WHAT YOU WILL DO:
Search the records for the word "ahead" and pick out every line that has it.

DATA PROVIDED:

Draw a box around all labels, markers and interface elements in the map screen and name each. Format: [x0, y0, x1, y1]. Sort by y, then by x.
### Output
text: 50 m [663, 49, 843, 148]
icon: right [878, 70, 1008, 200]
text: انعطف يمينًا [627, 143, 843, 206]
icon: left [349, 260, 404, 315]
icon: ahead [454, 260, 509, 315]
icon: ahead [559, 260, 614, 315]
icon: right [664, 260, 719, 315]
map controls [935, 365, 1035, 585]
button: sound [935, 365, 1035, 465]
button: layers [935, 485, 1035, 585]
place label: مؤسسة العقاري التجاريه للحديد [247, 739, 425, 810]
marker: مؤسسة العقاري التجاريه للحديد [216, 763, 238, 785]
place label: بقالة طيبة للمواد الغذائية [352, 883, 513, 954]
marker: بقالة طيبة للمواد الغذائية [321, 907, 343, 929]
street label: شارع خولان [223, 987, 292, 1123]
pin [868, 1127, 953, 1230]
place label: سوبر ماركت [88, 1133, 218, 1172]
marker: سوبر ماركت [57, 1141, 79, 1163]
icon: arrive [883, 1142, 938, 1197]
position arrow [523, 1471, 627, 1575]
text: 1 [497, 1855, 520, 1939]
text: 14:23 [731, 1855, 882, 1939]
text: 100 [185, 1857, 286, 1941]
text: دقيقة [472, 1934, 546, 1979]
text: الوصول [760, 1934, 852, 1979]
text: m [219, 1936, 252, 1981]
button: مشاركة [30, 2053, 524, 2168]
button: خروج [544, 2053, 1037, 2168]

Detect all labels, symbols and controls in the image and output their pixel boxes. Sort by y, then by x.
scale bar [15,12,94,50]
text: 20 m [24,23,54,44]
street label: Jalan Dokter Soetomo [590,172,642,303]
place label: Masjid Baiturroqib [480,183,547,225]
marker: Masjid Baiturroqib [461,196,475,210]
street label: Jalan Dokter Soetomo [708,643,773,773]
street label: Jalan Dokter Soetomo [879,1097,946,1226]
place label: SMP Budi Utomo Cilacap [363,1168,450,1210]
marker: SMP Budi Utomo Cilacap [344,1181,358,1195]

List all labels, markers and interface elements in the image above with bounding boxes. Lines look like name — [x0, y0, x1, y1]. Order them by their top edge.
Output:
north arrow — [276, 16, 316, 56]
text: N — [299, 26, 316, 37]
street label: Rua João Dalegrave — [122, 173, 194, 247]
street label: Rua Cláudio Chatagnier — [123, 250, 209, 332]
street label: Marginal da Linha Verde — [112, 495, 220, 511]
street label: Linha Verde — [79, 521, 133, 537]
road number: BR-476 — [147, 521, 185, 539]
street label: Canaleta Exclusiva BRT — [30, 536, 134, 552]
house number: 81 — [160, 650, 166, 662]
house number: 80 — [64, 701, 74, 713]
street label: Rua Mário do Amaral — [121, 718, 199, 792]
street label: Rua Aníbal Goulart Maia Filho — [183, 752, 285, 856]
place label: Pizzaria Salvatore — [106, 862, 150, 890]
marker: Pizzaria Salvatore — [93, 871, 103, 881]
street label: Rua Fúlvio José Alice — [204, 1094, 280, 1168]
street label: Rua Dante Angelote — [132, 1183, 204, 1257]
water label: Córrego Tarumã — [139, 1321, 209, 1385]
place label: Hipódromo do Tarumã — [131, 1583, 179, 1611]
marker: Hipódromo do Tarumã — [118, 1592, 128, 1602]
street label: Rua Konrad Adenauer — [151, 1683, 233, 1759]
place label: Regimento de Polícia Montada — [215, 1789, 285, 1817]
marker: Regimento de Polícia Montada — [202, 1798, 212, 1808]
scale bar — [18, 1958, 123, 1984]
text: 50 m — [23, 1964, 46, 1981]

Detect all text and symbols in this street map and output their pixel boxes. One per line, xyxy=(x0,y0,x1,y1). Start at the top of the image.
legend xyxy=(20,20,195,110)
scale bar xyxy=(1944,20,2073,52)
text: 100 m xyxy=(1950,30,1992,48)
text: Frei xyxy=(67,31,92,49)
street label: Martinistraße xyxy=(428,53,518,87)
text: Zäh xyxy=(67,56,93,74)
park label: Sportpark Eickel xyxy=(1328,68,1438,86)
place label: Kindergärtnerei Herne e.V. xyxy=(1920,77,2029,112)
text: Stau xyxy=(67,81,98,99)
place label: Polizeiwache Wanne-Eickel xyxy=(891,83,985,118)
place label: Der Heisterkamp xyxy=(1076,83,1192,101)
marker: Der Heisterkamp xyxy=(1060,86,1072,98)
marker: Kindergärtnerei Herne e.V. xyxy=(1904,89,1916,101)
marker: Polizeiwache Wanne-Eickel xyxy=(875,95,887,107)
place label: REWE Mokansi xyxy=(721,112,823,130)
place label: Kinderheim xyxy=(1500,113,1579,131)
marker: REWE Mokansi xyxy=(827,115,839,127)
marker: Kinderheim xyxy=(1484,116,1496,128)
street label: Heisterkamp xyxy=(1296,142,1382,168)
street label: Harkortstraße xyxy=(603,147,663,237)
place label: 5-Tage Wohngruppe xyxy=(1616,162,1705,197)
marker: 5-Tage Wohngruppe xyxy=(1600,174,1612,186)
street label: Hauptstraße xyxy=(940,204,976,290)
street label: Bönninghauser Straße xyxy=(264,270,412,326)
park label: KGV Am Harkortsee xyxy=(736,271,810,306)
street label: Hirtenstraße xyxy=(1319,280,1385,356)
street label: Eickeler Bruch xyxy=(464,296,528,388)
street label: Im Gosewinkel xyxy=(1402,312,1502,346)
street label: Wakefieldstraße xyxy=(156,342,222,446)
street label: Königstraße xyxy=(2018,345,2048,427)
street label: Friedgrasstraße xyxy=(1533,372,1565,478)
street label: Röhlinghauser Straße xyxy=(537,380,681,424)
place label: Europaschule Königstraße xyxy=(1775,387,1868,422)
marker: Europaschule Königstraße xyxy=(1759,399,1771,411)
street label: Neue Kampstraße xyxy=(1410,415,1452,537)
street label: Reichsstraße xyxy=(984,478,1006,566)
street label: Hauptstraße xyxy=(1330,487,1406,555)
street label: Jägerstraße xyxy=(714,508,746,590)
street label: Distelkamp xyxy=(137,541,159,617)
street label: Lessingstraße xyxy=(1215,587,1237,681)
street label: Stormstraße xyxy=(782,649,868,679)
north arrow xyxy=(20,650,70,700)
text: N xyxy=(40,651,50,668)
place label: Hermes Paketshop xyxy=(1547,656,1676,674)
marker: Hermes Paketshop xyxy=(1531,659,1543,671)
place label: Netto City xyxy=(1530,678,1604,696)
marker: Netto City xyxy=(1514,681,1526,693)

SOLUTION:
icon: ahead [454, 260, 509, 315]
icon: ahead [559, 260, 614, 315]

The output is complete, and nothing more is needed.